What the task asks
Report each line of the listing below that holds "middle".

╭─ Supplied records

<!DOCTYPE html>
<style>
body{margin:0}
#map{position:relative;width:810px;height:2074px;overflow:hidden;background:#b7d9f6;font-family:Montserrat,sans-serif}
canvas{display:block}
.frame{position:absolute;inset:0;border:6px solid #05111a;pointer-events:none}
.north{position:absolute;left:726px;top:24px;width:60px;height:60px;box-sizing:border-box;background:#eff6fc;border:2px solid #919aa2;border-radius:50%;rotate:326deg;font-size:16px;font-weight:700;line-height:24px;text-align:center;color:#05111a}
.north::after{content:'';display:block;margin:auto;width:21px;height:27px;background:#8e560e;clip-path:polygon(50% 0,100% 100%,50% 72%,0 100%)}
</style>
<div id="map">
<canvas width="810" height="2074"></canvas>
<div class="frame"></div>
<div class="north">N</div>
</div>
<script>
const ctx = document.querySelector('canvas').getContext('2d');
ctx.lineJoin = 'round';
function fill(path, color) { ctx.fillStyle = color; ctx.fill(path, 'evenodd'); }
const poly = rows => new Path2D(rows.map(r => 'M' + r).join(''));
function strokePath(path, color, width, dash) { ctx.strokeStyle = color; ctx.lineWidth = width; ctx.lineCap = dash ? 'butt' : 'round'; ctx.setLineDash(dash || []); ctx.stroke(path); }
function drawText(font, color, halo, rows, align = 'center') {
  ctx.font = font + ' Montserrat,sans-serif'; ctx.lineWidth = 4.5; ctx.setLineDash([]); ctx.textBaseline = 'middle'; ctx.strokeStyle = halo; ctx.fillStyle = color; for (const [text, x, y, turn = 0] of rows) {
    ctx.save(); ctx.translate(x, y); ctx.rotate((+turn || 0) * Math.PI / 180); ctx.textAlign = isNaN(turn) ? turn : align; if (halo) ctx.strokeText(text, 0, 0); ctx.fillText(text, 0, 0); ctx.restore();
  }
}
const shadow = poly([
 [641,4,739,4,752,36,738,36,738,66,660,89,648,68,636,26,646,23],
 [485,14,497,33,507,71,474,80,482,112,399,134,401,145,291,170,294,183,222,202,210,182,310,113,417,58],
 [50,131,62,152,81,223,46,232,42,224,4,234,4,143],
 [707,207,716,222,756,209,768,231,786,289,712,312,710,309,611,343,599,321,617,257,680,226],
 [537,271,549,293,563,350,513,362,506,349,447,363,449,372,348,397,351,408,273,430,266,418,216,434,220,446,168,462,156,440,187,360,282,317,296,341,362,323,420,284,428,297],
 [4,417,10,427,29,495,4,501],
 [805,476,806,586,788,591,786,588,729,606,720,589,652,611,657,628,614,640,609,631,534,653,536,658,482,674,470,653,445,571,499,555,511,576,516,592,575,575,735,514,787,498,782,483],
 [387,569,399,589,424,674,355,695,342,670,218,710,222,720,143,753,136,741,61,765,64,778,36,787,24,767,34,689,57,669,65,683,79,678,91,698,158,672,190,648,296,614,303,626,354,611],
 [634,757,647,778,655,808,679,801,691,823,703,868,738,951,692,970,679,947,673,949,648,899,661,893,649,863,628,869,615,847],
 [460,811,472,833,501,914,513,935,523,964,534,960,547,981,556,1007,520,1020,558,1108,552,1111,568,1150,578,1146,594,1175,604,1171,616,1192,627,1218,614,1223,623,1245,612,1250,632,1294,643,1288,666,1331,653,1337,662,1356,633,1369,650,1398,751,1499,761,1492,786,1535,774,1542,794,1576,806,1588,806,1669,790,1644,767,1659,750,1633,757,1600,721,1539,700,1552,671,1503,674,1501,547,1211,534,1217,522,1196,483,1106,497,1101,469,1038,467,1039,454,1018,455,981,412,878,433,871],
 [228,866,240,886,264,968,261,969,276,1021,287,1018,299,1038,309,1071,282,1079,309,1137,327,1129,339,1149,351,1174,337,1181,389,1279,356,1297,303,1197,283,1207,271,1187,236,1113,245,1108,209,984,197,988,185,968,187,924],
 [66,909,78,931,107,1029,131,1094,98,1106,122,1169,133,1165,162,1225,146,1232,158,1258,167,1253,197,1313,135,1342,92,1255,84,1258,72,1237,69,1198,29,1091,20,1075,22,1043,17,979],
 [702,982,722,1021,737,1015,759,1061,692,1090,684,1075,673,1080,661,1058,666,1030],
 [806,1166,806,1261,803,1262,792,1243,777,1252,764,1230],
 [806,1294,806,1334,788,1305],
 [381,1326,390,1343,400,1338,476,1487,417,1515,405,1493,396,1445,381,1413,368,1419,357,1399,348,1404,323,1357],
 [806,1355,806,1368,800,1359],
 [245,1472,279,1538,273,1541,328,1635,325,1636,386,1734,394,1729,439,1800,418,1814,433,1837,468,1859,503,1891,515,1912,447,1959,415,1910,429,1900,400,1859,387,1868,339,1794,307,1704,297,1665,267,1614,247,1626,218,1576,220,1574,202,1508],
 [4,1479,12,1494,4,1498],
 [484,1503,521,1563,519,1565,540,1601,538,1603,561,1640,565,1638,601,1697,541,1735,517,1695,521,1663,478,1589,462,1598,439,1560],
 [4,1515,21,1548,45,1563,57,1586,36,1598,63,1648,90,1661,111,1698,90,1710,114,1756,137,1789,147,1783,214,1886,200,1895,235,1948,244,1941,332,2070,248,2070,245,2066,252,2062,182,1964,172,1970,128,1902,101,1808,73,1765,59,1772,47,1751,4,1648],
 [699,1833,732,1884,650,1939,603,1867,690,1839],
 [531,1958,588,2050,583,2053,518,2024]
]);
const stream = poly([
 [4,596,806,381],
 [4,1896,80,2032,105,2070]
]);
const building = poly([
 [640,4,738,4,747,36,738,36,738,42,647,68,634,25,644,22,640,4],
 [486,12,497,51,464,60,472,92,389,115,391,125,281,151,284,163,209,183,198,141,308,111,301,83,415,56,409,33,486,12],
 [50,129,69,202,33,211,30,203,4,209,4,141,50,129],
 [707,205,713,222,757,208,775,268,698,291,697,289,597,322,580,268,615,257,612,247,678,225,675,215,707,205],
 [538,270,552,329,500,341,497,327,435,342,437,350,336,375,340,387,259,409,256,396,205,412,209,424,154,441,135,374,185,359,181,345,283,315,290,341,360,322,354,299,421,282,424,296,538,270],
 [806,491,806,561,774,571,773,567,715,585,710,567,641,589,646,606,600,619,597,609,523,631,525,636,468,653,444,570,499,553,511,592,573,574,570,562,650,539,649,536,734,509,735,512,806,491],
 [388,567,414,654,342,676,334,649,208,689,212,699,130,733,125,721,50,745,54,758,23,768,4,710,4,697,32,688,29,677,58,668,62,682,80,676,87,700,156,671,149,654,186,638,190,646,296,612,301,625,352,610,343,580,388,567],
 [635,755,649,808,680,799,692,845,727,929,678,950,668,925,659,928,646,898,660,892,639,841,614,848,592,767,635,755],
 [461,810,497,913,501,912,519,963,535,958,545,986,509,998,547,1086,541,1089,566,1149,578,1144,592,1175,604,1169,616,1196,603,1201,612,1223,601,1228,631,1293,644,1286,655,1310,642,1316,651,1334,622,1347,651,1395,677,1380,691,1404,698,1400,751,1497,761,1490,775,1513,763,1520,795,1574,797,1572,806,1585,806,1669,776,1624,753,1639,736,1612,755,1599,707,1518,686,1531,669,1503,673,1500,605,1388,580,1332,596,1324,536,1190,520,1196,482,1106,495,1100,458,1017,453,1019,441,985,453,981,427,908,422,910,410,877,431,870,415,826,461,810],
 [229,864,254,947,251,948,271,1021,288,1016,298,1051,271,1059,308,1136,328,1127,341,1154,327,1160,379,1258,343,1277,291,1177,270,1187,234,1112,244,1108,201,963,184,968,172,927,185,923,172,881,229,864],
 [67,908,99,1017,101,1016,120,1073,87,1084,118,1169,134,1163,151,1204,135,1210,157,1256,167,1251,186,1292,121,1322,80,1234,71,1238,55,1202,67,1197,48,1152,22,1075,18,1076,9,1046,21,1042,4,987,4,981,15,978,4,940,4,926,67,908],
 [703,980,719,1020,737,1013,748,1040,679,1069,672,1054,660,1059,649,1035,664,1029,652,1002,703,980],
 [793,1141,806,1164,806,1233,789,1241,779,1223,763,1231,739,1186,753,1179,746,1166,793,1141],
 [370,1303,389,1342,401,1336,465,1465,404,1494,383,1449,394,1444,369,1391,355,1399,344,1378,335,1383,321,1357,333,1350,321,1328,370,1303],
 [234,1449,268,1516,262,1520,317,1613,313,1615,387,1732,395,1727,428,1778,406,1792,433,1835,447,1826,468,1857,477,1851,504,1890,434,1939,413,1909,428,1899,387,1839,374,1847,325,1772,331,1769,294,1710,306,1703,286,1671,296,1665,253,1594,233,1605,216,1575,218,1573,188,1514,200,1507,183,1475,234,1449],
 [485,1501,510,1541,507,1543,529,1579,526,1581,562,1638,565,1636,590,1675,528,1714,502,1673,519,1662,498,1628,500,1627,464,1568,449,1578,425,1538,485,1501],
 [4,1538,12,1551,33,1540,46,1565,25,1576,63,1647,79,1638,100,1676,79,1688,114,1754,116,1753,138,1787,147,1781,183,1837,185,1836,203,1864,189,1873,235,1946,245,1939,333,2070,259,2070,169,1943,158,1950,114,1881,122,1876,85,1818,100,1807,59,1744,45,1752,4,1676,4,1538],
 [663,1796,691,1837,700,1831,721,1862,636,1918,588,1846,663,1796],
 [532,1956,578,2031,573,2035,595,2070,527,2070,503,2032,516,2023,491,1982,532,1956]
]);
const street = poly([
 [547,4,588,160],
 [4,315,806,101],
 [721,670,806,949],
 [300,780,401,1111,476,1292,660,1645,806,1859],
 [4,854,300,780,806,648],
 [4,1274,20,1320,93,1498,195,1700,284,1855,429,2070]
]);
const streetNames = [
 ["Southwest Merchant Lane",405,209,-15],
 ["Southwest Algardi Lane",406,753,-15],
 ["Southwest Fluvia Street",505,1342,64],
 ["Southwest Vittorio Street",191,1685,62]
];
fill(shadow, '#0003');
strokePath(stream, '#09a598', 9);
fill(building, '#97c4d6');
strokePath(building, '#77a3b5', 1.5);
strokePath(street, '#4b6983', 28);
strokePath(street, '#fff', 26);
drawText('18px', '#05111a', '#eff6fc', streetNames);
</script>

╰─
╭─ Supplied records

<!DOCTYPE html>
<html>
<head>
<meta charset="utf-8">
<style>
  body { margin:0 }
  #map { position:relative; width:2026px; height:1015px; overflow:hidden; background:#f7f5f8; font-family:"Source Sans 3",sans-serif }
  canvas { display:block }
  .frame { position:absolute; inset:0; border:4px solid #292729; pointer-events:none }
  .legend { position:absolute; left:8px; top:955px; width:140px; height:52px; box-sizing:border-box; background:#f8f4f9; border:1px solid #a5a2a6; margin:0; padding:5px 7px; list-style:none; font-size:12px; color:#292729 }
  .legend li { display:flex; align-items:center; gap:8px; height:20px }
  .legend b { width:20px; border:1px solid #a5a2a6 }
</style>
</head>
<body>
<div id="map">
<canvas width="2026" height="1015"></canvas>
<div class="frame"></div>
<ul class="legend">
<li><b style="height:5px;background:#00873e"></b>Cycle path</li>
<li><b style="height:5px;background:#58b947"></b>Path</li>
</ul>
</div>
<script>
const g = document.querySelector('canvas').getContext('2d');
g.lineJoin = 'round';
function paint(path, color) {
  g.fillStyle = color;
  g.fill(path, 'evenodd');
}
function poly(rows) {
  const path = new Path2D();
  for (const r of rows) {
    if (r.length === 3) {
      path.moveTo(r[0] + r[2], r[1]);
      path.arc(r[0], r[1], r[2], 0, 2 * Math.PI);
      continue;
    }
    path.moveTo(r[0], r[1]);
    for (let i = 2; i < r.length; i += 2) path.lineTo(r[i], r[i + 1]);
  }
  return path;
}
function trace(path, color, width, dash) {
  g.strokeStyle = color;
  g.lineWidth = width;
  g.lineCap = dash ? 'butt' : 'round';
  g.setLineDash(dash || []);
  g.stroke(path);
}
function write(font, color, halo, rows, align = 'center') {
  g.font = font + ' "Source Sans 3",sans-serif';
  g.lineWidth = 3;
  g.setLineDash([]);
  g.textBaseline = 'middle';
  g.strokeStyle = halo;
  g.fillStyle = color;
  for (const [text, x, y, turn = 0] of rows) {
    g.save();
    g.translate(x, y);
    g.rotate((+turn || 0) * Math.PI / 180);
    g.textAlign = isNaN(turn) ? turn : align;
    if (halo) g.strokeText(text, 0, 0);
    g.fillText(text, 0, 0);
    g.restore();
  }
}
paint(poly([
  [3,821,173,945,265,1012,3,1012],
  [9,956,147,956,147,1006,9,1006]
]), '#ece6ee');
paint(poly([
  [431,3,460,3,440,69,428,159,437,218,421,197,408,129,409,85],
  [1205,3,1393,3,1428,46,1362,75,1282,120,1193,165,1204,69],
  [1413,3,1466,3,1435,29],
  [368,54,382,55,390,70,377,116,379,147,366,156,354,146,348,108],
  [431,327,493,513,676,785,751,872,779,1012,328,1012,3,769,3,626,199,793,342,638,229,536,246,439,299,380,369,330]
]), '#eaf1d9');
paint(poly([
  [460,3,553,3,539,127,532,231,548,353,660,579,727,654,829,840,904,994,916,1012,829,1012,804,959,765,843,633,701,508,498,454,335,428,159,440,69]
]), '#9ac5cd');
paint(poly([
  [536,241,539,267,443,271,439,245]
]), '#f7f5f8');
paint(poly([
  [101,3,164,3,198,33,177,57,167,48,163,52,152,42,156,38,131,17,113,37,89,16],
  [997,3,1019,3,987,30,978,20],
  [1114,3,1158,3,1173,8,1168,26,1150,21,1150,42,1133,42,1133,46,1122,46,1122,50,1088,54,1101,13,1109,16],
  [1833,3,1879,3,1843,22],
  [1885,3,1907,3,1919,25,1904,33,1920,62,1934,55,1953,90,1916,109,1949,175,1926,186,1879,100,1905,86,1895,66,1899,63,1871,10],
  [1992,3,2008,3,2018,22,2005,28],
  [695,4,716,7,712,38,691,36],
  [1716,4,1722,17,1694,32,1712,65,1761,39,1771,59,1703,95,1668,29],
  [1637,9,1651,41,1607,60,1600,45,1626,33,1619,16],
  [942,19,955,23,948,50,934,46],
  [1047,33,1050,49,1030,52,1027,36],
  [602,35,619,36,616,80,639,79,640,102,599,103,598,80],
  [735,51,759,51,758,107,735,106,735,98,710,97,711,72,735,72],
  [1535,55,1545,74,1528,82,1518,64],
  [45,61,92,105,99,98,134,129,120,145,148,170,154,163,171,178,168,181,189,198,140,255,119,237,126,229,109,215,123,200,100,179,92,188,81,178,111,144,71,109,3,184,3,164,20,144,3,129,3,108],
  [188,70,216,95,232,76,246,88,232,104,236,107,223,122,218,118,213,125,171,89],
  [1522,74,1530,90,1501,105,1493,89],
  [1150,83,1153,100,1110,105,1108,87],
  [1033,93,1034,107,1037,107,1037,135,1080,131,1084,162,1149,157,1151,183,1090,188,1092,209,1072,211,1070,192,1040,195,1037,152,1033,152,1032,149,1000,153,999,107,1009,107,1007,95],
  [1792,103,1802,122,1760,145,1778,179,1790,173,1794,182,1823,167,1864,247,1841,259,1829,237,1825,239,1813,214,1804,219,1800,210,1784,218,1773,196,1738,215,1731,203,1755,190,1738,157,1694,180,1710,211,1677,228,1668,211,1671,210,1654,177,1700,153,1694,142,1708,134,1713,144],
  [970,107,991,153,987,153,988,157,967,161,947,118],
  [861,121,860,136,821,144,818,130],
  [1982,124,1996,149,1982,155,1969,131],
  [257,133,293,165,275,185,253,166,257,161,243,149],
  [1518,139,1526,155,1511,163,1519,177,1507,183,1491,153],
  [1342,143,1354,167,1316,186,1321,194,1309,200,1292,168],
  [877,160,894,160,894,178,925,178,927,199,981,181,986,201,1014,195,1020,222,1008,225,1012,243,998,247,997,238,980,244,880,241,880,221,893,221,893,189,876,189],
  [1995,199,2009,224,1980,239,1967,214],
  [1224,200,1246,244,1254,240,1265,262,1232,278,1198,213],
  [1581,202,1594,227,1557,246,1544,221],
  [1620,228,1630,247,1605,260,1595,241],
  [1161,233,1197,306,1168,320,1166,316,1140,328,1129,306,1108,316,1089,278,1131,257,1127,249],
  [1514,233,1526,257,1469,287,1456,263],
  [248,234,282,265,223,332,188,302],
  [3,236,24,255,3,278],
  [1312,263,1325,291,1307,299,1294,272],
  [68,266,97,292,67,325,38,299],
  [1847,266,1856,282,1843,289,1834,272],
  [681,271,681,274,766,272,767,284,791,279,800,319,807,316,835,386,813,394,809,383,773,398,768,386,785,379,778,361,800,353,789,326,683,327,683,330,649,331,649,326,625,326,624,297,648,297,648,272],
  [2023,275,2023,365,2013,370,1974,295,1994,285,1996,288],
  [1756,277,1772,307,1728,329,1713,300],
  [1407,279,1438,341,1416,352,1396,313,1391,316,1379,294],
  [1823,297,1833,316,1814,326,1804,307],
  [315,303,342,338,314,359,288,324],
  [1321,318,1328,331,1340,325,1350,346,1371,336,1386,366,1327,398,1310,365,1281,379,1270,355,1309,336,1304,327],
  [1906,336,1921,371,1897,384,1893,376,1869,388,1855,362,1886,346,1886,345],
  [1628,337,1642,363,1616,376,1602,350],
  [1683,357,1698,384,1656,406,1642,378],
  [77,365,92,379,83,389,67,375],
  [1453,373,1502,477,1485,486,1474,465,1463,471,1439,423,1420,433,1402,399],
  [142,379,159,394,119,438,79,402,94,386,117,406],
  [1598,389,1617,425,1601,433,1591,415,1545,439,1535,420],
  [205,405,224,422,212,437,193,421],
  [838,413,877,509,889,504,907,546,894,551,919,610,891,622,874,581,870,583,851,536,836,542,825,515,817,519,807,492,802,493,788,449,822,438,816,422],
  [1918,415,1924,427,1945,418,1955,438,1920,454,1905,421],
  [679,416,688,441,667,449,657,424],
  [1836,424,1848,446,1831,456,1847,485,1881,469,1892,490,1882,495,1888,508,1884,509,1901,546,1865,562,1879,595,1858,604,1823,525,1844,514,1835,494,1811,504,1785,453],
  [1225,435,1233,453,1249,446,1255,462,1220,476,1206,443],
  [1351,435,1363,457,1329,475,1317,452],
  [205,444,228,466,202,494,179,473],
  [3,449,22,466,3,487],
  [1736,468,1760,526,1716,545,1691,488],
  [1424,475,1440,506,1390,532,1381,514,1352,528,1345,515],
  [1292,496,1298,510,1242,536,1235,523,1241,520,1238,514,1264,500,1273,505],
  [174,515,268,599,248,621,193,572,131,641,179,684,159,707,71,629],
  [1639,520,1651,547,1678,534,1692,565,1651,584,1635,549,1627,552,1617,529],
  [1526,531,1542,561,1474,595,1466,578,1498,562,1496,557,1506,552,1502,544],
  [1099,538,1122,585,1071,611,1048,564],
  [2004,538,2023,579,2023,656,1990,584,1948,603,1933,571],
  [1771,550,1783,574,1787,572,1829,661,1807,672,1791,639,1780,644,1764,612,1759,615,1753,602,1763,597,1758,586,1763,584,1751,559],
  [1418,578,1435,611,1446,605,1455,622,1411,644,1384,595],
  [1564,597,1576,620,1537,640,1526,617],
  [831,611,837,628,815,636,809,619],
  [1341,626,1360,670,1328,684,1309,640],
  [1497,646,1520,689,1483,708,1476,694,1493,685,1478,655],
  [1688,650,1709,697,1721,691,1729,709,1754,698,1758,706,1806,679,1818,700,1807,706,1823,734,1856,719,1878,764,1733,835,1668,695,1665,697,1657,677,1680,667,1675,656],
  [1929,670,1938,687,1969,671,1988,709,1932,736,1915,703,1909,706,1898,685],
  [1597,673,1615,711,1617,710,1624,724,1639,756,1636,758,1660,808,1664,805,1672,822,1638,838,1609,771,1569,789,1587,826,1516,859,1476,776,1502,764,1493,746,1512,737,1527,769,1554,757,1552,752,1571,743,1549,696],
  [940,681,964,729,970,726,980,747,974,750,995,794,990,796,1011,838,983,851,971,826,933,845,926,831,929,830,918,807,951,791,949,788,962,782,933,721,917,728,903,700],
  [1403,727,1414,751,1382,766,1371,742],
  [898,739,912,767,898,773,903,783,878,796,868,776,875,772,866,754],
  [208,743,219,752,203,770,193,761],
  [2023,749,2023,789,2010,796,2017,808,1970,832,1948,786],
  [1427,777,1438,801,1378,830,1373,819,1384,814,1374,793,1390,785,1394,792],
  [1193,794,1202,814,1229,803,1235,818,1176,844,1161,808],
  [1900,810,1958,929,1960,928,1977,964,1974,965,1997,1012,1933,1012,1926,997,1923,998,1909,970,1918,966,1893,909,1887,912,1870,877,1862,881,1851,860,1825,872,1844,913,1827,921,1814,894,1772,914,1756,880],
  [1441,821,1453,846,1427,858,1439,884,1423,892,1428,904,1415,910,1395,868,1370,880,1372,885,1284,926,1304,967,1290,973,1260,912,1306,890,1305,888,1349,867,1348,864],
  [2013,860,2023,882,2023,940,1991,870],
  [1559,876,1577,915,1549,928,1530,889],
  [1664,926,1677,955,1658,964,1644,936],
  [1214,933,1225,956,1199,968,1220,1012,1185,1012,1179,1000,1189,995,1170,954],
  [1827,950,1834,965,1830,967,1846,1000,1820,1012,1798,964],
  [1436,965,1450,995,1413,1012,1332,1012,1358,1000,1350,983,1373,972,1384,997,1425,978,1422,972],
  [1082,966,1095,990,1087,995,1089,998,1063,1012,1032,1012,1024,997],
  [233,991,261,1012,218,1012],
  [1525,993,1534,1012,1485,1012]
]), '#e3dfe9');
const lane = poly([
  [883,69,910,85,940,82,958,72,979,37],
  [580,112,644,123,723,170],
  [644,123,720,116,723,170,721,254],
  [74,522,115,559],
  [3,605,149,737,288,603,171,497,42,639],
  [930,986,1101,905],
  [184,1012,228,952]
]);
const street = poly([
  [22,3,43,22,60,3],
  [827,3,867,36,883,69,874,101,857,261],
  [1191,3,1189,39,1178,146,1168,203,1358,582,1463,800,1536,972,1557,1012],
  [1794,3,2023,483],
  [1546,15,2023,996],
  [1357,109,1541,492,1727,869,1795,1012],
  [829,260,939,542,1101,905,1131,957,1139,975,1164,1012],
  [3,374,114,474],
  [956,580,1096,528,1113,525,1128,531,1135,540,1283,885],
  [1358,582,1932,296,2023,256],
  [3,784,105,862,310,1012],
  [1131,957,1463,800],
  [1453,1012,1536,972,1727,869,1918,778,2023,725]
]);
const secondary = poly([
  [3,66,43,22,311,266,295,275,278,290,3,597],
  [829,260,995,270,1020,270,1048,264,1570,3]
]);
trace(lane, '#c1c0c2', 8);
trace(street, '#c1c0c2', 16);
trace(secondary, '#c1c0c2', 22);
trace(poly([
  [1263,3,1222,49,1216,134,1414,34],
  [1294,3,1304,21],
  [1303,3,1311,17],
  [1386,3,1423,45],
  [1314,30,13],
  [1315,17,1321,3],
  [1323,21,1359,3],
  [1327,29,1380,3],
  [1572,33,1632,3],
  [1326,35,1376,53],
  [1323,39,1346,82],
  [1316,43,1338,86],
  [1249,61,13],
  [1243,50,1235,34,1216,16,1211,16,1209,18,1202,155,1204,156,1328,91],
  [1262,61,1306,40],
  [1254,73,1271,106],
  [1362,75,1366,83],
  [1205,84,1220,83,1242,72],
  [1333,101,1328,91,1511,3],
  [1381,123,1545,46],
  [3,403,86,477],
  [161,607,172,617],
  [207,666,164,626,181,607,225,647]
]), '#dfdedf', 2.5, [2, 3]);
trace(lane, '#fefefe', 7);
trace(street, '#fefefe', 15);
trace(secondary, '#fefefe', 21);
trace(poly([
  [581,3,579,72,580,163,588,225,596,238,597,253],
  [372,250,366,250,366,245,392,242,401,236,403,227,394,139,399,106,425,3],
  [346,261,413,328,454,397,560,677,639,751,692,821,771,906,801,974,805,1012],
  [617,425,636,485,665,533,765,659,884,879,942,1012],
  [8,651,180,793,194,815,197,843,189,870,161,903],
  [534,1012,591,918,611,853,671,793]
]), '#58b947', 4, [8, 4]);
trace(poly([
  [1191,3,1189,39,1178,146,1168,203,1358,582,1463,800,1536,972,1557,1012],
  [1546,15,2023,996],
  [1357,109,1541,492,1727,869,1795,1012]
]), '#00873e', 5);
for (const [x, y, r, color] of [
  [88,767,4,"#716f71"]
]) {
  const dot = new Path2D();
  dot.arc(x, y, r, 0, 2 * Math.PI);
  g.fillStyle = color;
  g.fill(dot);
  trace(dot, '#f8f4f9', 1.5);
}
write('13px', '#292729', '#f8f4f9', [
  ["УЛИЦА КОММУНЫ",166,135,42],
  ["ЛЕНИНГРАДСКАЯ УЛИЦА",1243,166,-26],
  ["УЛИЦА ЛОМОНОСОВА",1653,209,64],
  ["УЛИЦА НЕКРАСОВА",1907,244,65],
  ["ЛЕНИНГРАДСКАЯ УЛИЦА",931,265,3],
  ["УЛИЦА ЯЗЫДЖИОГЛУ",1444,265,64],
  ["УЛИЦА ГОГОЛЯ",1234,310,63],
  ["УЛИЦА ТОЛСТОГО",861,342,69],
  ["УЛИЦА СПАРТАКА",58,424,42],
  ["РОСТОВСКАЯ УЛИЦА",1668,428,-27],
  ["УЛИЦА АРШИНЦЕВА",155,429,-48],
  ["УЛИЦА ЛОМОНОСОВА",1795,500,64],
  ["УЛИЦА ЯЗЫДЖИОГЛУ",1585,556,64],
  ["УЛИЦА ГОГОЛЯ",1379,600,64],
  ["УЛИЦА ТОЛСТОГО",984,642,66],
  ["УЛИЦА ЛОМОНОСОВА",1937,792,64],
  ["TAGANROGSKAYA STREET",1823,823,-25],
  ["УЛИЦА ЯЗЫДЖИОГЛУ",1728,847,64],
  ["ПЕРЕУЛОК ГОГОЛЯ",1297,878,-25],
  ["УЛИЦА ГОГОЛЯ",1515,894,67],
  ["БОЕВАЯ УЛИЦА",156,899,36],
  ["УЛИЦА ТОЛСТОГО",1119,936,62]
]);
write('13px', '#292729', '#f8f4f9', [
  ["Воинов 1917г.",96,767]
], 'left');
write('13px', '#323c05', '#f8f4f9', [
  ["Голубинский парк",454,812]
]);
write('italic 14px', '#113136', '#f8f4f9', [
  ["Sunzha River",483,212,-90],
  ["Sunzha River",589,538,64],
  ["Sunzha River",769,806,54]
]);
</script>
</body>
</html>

╰─

Solution
  ctx.font = font + ' Montserrat,sans-serif'; ctx.lineWidth = 4.5; ctx.setLineDash([]); ctx.textBaseline = 'middle'; ctx.strokeStyle = halo; ctx.fillStyle = color; for (const [text, x, y, turn = 0] of rows) {
  g.textBaseline = 'middle';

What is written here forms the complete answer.